■ TASK GOAL: Exactly as they appear, set down all of the records.

===== DATA SHOWN

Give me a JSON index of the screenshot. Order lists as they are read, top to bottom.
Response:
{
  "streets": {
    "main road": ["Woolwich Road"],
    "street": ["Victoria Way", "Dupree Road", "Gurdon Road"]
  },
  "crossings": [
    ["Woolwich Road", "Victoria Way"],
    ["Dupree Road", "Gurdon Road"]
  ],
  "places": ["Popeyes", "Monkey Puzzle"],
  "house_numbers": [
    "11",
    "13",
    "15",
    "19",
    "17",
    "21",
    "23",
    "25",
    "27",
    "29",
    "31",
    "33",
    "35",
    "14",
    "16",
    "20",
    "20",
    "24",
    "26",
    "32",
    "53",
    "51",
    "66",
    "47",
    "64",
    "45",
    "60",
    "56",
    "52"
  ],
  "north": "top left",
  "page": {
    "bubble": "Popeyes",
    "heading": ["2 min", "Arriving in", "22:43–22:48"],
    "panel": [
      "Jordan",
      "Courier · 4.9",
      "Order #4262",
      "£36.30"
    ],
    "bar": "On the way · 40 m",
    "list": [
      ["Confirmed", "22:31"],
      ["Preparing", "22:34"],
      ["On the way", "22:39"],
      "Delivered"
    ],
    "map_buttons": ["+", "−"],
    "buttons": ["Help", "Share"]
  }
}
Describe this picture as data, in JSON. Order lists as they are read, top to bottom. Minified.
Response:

==========

■ ANSWER:
Give me a JSON index of the screenshot. Order lists as they are read, top to bottom.
Response:
{
  "streets": {
    "main road": ["Woolwich Road"],
    "street": ["Victoria Way", "Dupree Road", "Gurdon Road"]
  },
  "crossings": [
    ["Woolwich Road", "Victoria Way"],
    ["Dupree Road", "Gurdon Road"]
  ],
  "places": ["Popeyes", "Monkey Puzzle"],
  "house_numbers": [
    "11",
    "13",
    "15",
    "19",
    "17",
    "21",
    "23",
    "25",
    "27",
    "29",
    "31",
    "33",
    "35",
    "14",
    "16",
    "20",
    "20",
    "24",
    "26",
    "32",
    "53",
    "51",
    "66",
    "47",
    "64",
    "45",
    "60",
    "56",
    "52"
  ],
  "north": "top left",
  "page": {
    "bubble": "Popeyes",
    "heading": ["2 min", "Arriving in", "22:43–22:48"],
    "panel": [
      "Jordan",
      "Courier · 4.9",
      "Order #4262",
      "£36.30"
    ],
    "bar": "On the way · 40 m",
    "list": [
      ["Confirmed", "22:31"],
      ["Preparing", "22:34"],
      ["On the way", "22:39"],
      "Delivered"
    ],
    "map_buttons": ["+", "−"],
    "buttons": ["Help", "Share"]
  }
}
Describe this picture as data, in JSON. Order lists as they are read, top to bottom. Minified.
Response:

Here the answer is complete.